Data for this exercise:
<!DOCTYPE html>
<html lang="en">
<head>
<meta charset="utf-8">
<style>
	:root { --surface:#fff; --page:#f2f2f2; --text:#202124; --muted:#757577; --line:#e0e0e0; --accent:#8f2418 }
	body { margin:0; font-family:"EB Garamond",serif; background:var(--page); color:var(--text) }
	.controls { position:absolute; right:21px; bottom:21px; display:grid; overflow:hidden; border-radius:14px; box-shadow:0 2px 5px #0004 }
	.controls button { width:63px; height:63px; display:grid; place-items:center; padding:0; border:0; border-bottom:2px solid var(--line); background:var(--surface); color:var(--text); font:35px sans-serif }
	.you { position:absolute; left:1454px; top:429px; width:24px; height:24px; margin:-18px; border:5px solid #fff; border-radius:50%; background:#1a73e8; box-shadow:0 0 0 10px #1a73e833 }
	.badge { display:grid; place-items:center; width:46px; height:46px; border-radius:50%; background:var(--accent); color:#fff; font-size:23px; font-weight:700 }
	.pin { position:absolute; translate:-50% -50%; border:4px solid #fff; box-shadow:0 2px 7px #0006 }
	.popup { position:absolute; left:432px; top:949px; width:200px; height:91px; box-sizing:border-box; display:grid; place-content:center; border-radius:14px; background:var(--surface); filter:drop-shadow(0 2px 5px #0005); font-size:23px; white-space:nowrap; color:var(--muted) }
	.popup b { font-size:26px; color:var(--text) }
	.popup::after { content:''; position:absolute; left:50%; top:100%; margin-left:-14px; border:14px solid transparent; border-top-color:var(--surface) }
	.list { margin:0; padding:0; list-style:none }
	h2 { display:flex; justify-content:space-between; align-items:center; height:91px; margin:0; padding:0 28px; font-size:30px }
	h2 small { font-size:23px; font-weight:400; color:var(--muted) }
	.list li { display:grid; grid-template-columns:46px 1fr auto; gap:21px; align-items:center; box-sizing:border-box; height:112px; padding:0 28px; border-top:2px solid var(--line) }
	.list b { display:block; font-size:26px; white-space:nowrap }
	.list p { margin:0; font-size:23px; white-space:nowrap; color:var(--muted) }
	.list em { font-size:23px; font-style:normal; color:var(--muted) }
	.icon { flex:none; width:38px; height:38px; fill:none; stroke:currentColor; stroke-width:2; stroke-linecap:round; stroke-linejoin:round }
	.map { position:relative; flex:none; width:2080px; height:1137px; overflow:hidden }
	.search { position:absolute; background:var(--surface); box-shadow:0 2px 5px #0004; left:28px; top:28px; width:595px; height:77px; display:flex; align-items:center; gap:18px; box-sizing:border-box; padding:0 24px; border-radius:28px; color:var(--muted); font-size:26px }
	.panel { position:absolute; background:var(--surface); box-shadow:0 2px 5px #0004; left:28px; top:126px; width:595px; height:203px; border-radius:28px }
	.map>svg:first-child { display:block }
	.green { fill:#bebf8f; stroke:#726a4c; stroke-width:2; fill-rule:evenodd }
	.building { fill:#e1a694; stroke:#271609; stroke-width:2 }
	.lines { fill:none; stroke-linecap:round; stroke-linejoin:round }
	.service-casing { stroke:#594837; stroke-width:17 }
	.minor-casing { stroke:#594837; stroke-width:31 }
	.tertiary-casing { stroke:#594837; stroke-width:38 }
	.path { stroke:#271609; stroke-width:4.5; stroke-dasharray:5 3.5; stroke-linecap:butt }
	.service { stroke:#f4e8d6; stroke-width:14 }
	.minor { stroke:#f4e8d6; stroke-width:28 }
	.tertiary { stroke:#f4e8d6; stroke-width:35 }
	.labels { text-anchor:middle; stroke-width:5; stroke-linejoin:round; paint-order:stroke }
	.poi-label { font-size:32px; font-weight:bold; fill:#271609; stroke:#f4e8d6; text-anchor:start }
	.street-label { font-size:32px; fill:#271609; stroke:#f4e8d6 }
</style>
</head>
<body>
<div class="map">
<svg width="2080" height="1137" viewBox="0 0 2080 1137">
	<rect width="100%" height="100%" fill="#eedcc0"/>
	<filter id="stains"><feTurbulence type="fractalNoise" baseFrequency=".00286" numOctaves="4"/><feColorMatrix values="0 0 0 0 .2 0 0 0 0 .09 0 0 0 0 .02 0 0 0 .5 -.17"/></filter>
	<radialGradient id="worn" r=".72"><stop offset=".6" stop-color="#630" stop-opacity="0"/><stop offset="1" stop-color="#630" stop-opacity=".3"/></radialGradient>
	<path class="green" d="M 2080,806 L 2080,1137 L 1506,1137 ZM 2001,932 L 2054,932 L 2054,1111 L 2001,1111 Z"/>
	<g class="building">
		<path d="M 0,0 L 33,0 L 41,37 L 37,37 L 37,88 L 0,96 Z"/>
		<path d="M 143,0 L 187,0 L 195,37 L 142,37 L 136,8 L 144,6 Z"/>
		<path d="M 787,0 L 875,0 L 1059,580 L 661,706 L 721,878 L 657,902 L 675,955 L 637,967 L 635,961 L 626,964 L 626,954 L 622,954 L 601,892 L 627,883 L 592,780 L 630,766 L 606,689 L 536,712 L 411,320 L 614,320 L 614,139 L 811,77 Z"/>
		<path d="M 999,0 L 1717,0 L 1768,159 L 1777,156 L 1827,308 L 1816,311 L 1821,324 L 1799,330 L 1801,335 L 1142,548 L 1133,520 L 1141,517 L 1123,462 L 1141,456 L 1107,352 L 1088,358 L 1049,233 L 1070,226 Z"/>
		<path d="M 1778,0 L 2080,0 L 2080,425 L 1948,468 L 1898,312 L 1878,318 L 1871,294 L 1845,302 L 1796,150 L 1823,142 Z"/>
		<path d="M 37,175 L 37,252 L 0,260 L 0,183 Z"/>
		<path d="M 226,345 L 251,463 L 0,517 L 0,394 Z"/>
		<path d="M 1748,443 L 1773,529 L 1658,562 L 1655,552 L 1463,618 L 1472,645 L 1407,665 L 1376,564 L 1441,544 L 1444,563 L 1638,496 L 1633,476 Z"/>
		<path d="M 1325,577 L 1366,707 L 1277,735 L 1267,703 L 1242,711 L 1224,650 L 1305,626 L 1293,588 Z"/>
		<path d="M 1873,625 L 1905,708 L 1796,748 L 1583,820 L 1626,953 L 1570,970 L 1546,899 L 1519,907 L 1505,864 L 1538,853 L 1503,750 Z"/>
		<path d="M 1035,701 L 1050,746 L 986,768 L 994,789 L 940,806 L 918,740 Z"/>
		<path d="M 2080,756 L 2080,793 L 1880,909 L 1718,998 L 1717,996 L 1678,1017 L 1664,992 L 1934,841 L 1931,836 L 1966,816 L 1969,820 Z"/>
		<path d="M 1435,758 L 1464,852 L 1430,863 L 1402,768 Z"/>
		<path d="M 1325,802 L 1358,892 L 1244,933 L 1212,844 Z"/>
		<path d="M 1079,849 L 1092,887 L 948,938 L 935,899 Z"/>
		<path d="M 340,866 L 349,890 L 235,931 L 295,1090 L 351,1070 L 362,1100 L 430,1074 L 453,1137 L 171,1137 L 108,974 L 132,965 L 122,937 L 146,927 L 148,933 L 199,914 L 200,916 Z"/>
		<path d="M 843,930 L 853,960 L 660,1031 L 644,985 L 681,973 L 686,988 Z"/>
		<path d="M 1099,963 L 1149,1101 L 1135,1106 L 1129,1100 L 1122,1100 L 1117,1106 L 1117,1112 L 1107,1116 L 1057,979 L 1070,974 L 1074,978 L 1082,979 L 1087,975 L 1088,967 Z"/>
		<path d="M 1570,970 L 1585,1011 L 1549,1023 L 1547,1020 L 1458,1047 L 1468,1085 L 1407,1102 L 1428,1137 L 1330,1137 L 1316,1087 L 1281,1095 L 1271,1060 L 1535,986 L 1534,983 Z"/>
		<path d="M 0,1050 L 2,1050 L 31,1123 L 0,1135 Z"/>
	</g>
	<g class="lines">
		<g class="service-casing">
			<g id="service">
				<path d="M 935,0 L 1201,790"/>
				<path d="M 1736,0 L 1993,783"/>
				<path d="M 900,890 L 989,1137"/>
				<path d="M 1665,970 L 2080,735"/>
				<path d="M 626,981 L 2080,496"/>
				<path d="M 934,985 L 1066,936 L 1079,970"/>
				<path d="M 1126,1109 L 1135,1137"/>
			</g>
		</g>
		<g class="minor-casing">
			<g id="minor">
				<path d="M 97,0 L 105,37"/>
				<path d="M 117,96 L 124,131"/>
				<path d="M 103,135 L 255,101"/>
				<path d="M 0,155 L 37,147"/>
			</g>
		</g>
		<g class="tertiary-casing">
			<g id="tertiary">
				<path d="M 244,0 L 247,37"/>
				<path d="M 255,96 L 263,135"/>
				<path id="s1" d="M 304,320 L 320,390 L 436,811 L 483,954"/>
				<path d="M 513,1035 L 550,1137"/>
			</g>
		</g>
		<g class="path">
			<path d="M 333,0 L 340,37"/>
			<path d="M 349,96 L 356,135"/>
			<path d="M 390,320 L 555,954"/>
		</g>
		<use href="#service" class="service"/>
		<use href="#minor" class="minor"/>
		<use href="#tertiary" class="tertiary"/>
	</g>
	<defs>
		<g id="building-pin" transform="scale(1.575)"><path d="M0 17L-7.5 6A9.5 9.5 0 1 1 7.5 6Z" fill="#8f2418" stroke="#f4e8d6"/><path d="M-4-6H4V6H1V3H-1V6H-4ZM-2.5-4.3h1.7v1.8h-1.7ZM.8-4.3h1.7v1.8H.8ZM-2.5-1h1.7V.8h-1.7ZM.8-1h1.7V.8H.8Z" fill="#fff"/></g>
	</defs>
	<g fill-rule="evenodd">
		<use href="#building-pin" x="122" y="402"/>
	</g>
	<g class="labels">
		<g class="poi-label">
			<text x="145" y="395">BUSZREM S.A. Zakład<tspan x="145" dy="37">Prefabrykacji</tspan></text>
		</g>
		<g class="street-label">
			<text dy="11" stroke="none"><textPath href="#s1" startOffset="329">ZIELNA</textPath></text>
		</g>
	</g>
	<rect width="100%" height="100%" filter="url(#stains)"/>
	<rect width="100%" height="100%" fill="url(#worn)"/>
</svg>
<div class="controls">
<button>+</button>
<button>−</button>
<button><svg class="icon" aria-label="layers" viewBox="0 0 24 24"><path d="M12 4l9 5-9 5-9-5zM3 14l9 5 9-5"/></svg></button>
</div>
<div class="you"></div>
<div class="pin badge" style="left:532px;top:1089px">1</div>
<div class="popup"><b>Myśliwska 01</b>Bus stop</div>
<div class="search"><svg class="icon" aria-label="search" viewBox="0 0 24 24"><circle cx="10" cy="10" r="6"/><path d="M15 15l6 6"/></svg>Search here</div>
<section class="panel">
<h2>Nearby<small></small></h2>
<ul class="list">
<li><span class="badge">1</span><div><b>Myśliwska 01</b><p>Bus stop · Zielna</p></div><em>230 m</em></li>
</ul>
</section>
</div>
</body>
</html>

Problem description: Tally up the lines of the data above where the string "worn" appears, and give only the count.

Solution below: 2